### Data excerpts
╔══

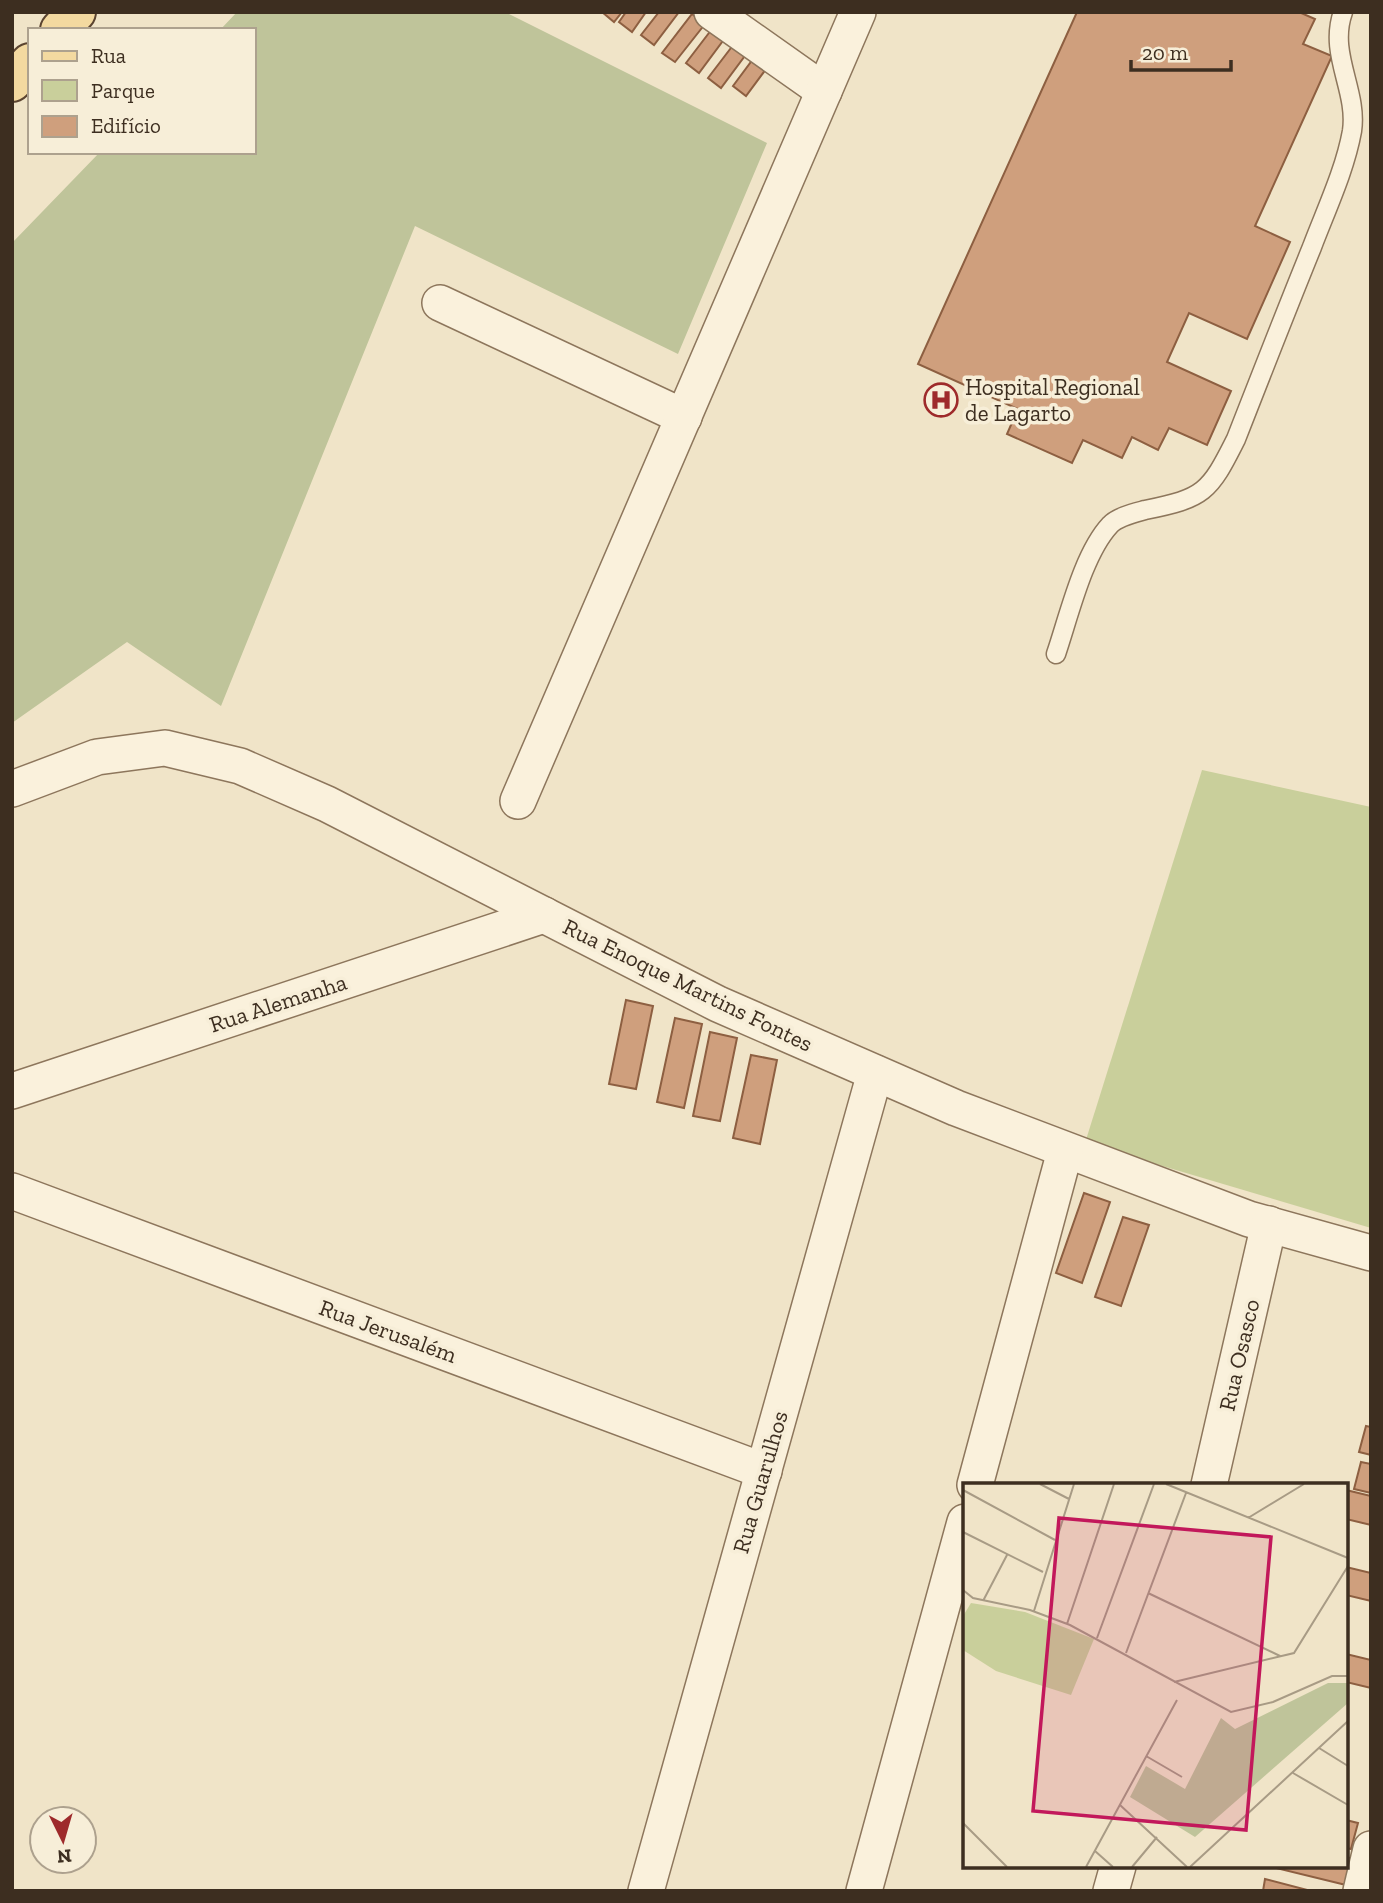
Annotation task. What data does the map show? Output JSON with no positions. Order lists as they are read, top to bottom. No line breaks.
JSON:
{"streets":{"street":["Rua Enoque Martins Fontes","Rua Alemanha","Rua Jerusalém","Rua Osasco","Rua Guarulhos"]},"crossings":[["Rua Enoque Martins Fontes","Rua Alemanha"],["Rua Enoque Martins Fontes","Rua Osasco"],["Rua Enoque Martins Fontes","Rua Guarulhos"],["Rua Jerusalém","Rua Guarulhos"]],"places":{"hospital":["Hospital Regional de Lagarto"]},"legend":["Rua","Parque","Edifício"],"scale_bar":"20 m","north":"bottom"}
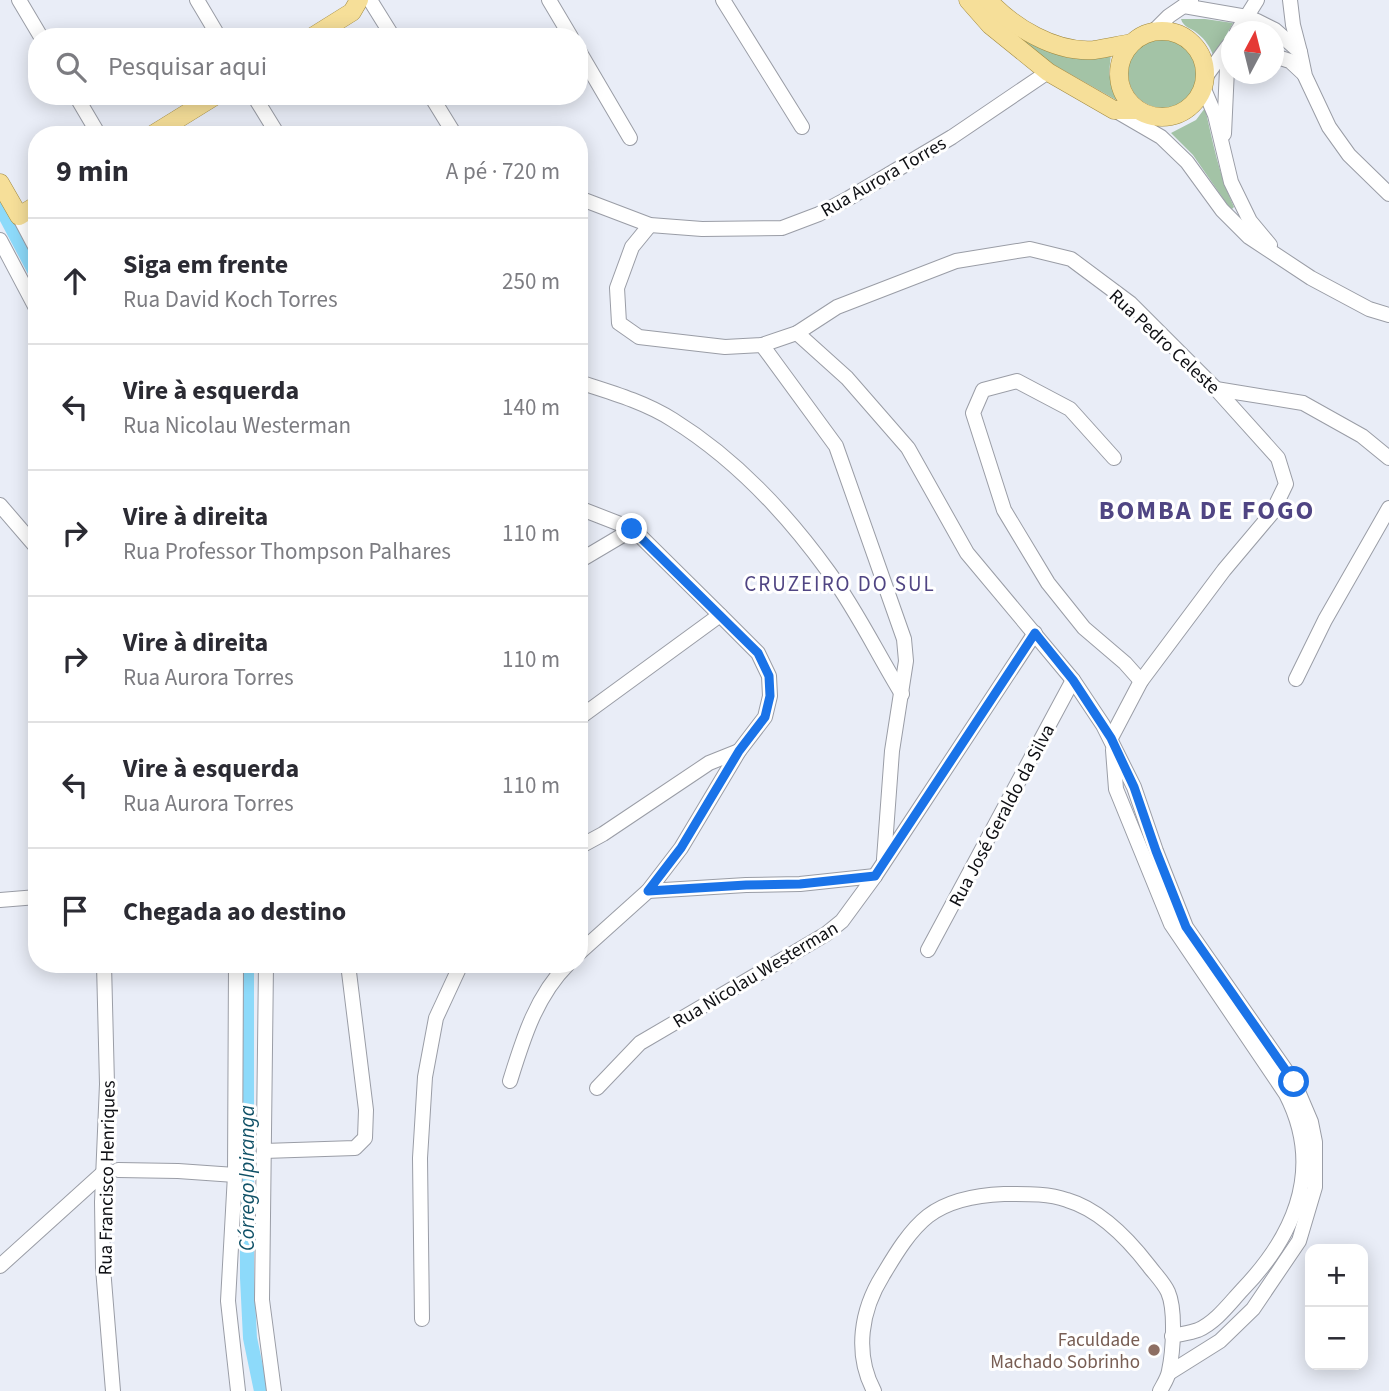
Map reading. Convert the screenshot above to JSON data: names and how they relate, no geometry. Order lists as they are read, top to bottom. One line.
{"streets":{"street":["Rua Aurora Torres","Rua Pedro Celeste","Rua José Geraldo da Silva","Rua Nicolau Westerman","Rua Francisco Henriques"]},"crossings":[["Rua Aurora Torres","Rua Pedro Celeste"]],"districts":["BOMBA DE FOGO","CRUZEIRO DO SUL"],"water":["Córrego Ipiranga"],"places":["Faculdade Machado Sobrinho"],"north":"top","page":{"search":"Pesquisar aqui","heading":["9 min","A pé · 720 m"],"list":[["Siga em frente","Rua David Koch Torres","250 m"],["Vire à esquerda","Rua Nicolau Westerman","140 m"],["Vire à direita","Rua Professor Thompson Palhares","110 m"],["Vire à direita","Rua Aurora Torres","110 m"],["Vire à esquerda","Rua Aurora Torres","110 m"],"Chegada ao destino"],"map_buttons":["+","−"]}}
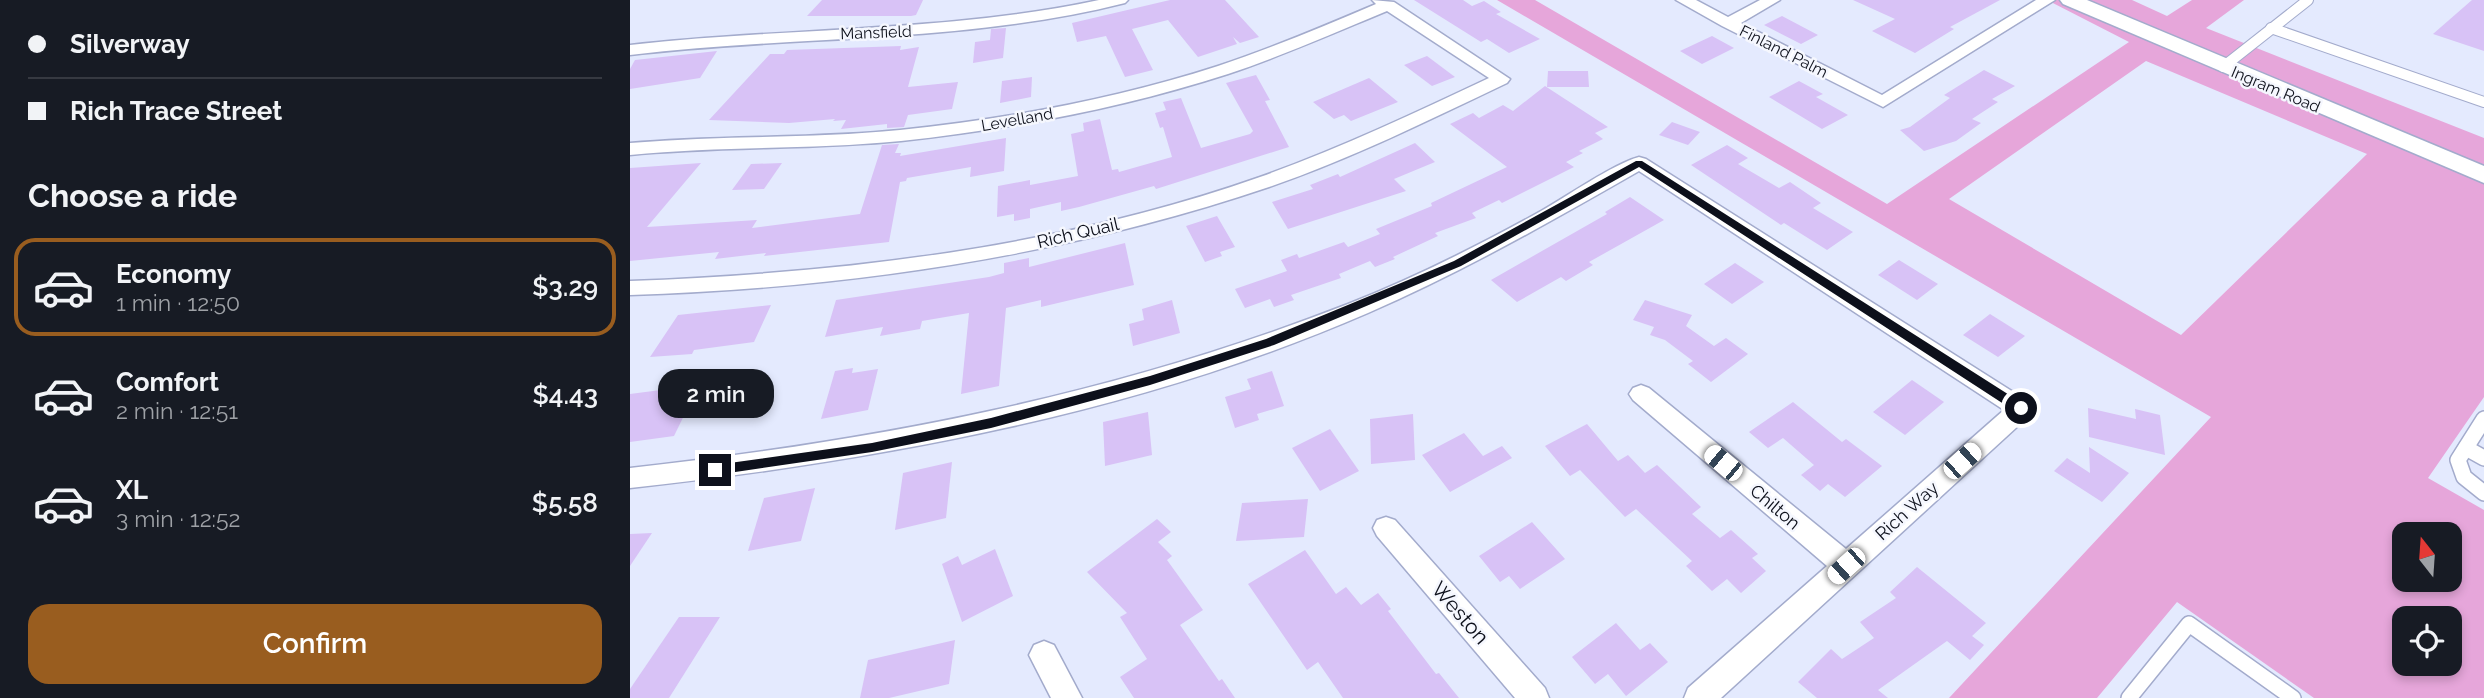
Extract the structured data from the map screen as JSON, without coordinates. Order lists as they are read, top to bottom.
{
  "streets": {
    "street": [
      "Mansfield",
      "Finland Palm",
      "Ingram Road",
      "Levelland",
      "Rich Quail",
      "Chilton",
      "Rich Way",
      "Weston"
    ]
  },
  "crossings": [
    ["Levelland", "Rich Quail"],
    ["Chilton", "Rich Way"]
  ],
  "north": "top",
  "page": {
    "banner": ["Silverway", "Rich Trace Street"],
    "heading": "Choose a ride",
    "list": [
      {
        "name": "Economy",
        "note": "1 min · 12:50",
        "value": "$3.29"
      },
      {
        "name": "Comfort",
        "note": "2 min · 12:51",
        "value": "$4.43"
      },
      {
        "name": "XL",
        "note": "3 min · 12:52",
        "value": "$5.58"
      }
    ],
    "bubble": "2 min",
    "buttons": "Confirm"
  }
}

╚══

An exact transcription of all the entries is required, without the pictures.

### Answer space
Annotation task. What data does the map show? Output JSON with no positions. Order lists as they are read, top to bottom. No line breaks.
JSON:
{"streets":{"street":["Rua Enoque Martins Fontes","Rua Alemanha","Rua Jerusalém","Rua Osasco","Rua Guarulhos"]},"crossings":[["Rua Enoque Martins Fontes","Rua Alemanha"],["Rua Enoque Martins Fontes","Rua Osasco"],["Rua Enoque Martins Fontes","Rua Guarulhos"],["Rua Jerusalém","Rua Guarulhos"]],"places":{"hospital":["Hospital Regional de Lagarto"]},"legend":["Rua","Parque","Edifício"],"scale_bar":"20 m","north":"bottom"}
Map reading. Convert the screenshot above to JSON data: names and how they relate, no geometry. Order lists as they are read, top to bottom. One line.
{"streets":{"street":["Rua Aurora Torres","Rua Pedro Celeste","Rua José Geraldo da Silva","Rua Nicolau Westerman","Rua Francisco Henriques"]},"crossings":[["Rua Aurora Torres","Rua Pedro Celeste"]],"districts":["BOMBA DE FOGO","CRUZEIRO DO SUL"],"water":["Córrego Ipiranga"],"places":["Faculdade Machado Sobrinho"],"north":"top","page":{"search":"Pesquisar aqui","heading":["9 min","A pé · 720 m"],"list":[["Siga em frente","Rua David Koch Torres","250 m"],["Vire à esquerda","Rua Nicolau Westerman","140 m"],["Vire à direita","Rua Professor Thompson Palhares","110 m"],["Vire à direita","Rua Aurora Torres","110 m"],["Vire à esquerda","Rua Aurora Torres","110 m"],"Chegada ao destino"],"map_buttons":["+","−"]}}
Extract the structured data from the map screen as JSON, without coordinates. Order lists as they are read, top to bottom.
{
  "streets": {
    "street": [
      "Mansfield",
      "Finland Palm",
      "Ingram Road",
      "Levelland",
      "Rich Quail",
      "Chilton",
      "Rich Way",
      "Weston"
    ]
  },
  "crossings": [
    ["Levelland", "Rich Quail"],
    ["Chilton", "Rich Way"]
  ],
  "north": "top",
  "page": {
    "banner": ["Silverway", "Rich Trace Street"],
    "heading": "Choose a ride",
    "list": [
      {
        "name": "Economy",
        "note": "1 min · 12:50",
        "value": "$3.29"
      },
      {
        "name": "Comfort",
        "note": "2 min · 12:51",
        "value": "$4.43"
      },
      {
        "name": "XL",
        "note": "3 min · 12:52",
        "value": "$5.58"
      }
    ],
    "bubble": "2 min",
    "buttons": "Confirm"
  }
}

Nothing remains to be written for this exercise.